The deep blue gravity of Natalie Mering’s voice remains Weyes Blood’s focal point on her latest album. Front Row Seat to Earth, though, turns down some of the lonely static and tape warp of previous full length The Innocents and finds a broader folk balladry imbued with Laurel Canyon breeze that’s still tempered by contemporary turmoil.
Weyes Blood’s Cardamom Times EP from last year was a bridge both chronological and stylistic between long players. A step toward the intimate clarity of Front Row Seat to Earth, it still didn’t foretell the use of more ambitious instrumentation on “Diary”, “Used to Be” and “Do You Need My Love”, embellished with brass, wire and ivory. Mering counterweights the classic touches with ambient drone here and electronic manipulation there.
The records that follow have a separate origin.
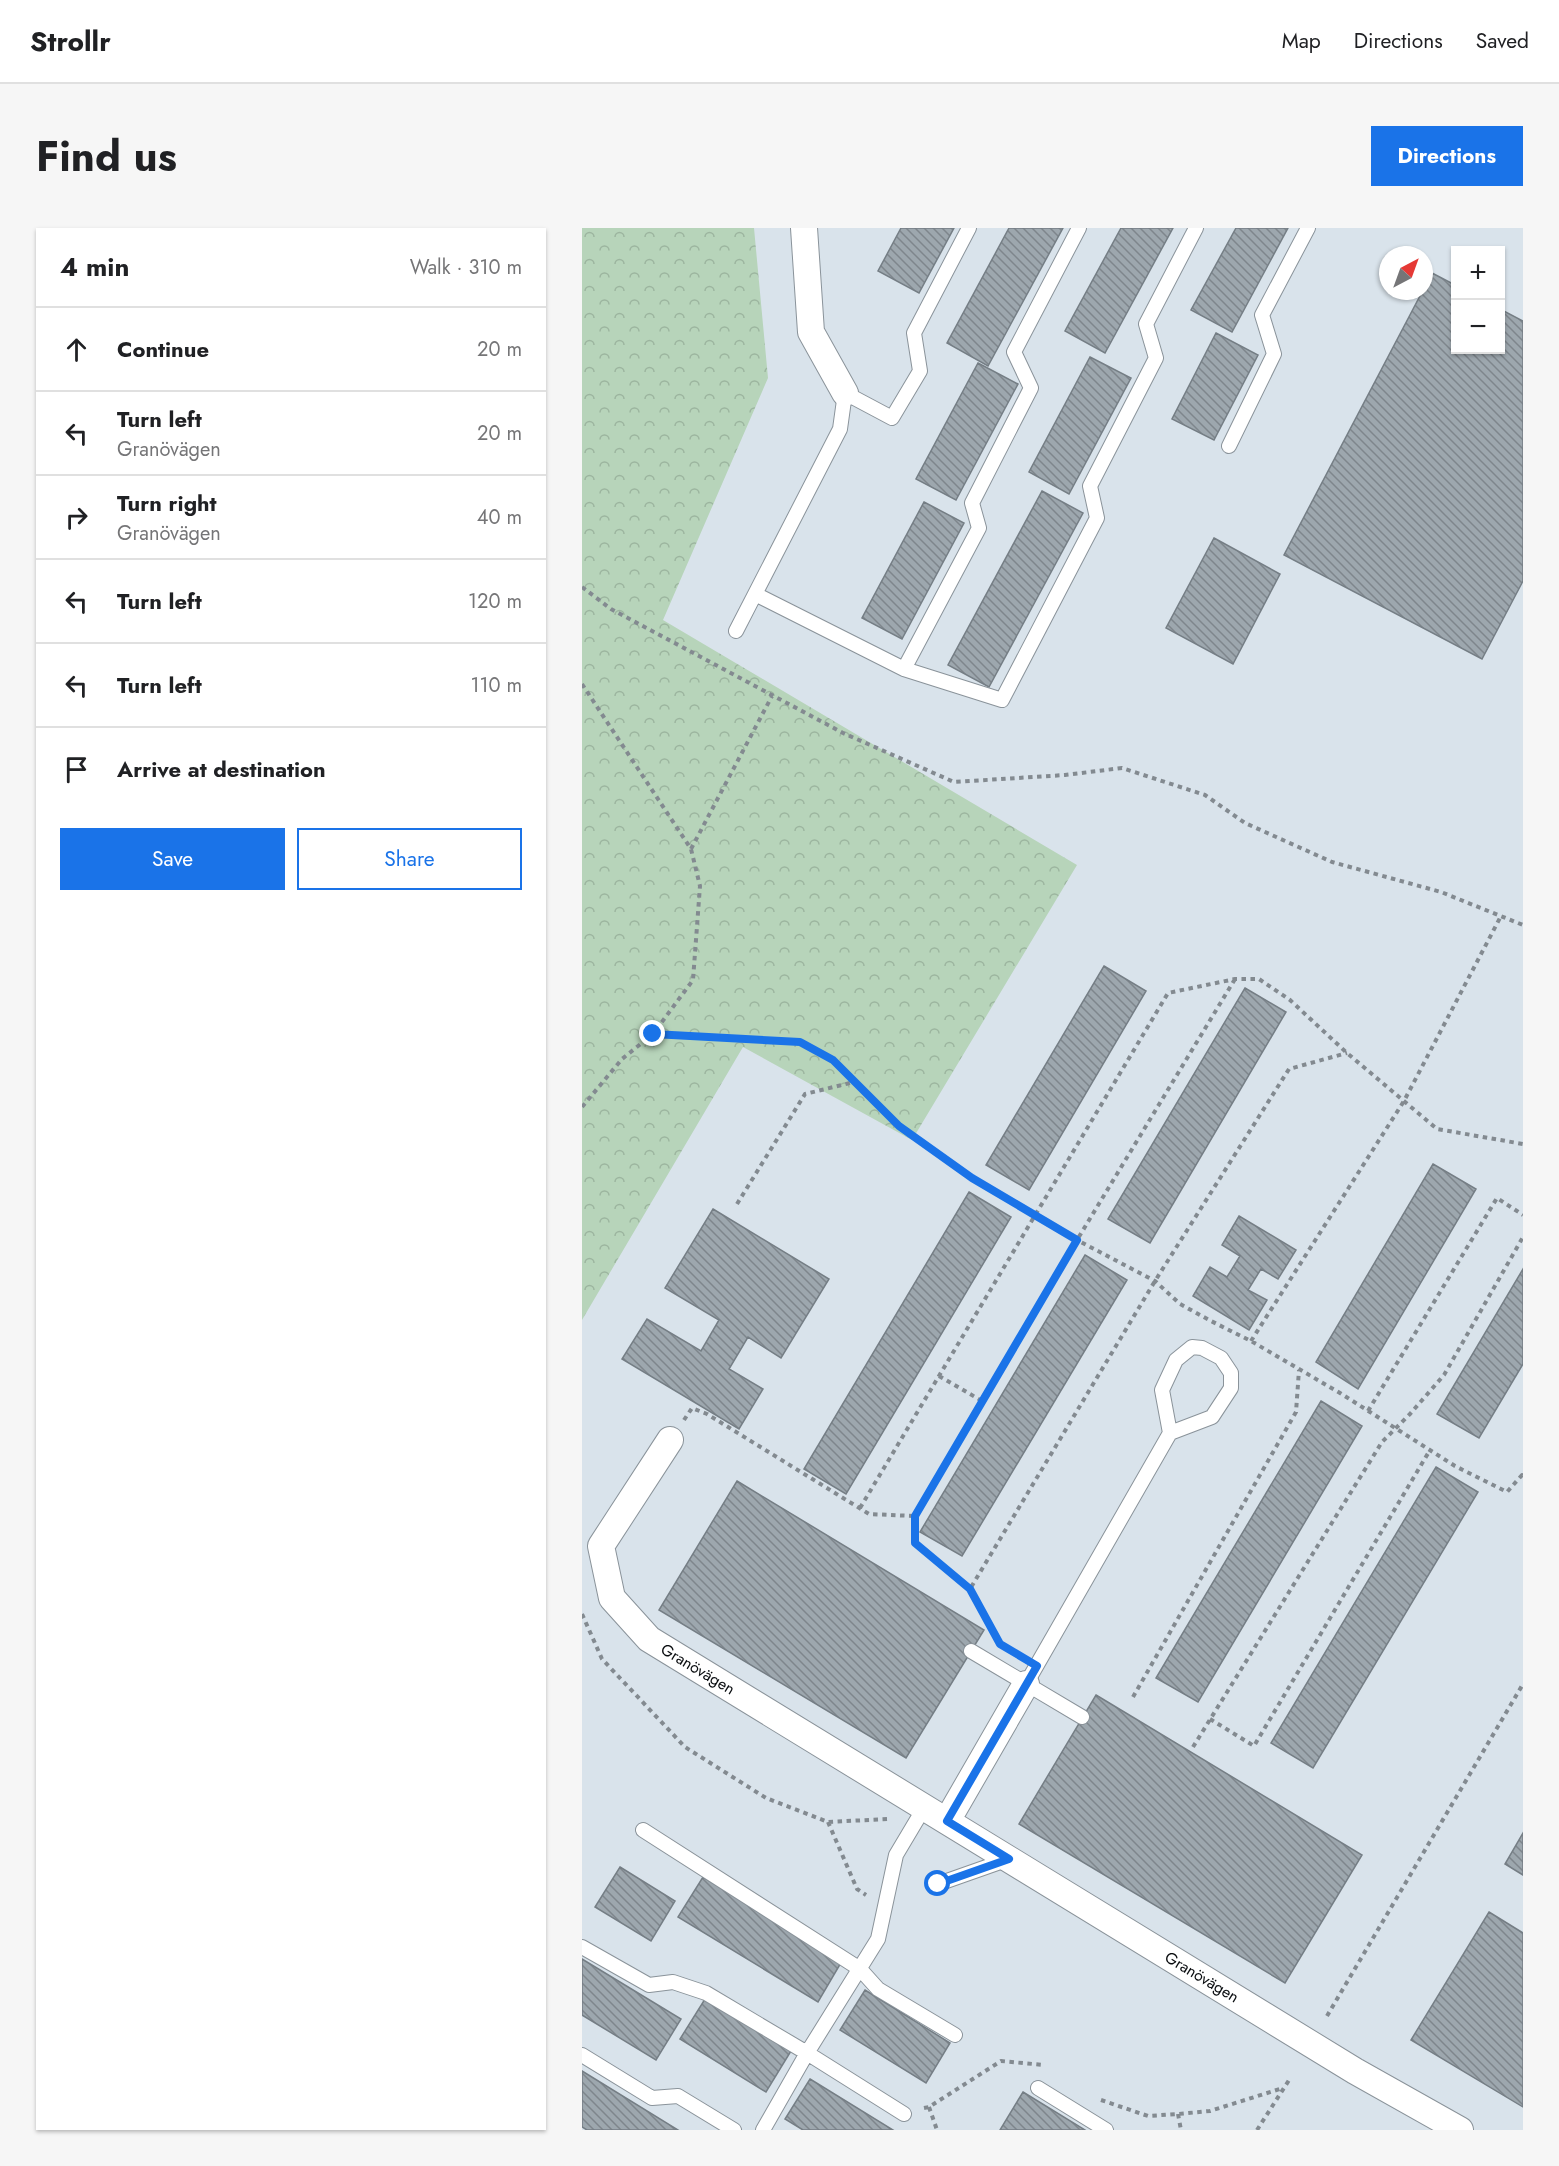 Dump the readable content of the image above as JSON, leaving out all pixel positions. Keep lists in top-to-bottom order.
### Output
{
  "streets": {
    "street": ["Granövägen"]
  },
  "north": "top right",
  "page": {
    "header": "Strollr",
    "nav": ["Map", "Directions", "Saved"],
    "title": "Find us",
    "buttons": [
      "Directions",
      ["Save", "Share"]
    ],
    "heading": ["4 min", "Walk · 310 m"],
    "map_buttons": ["+", "−"],
    "list": [
      ["Continue", "20 m"],
      ["Turn left", "Granövägen", "20 m"],
      ["Turn right", "Granövägen", "40 m"],
      ["Turn left", "120 m"],
      ["Turn left", "110 m"],
      "Arrive at destination"
    ]
  }
}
Along with the EP, this is the second record cover in a row that has Mering reposing in a landscape where soil and water mingle. Calling a cycle of psychically scarred love songs Front Row Seat to Earth teases parallels between natural and interpersonal ecologies; love in a life out of balance, the bio-dome of a relationship and the tightening boundaries of a planet once seemingly without end. The Innocents connected broad and individual issues in songs like “Land of Broken Dreams”, but here they are entwined.
“Goin’ to see end of days / I’ve been hanging / On my phone all day / And the fear goes away / I might not need to stay / On this sinking ship for long”, begins “Generation Why”. That could be a film she’s heading to, and maybe the sinking ship is fading romance, or perhaps that titular chair faces directly into the abyss of irreversible climate change or another global catastrophe. The finale, “Front Row Seat”, a collage of orchestra, theater, and movie sounds, returns to the idea that we’re all both audience and active participant.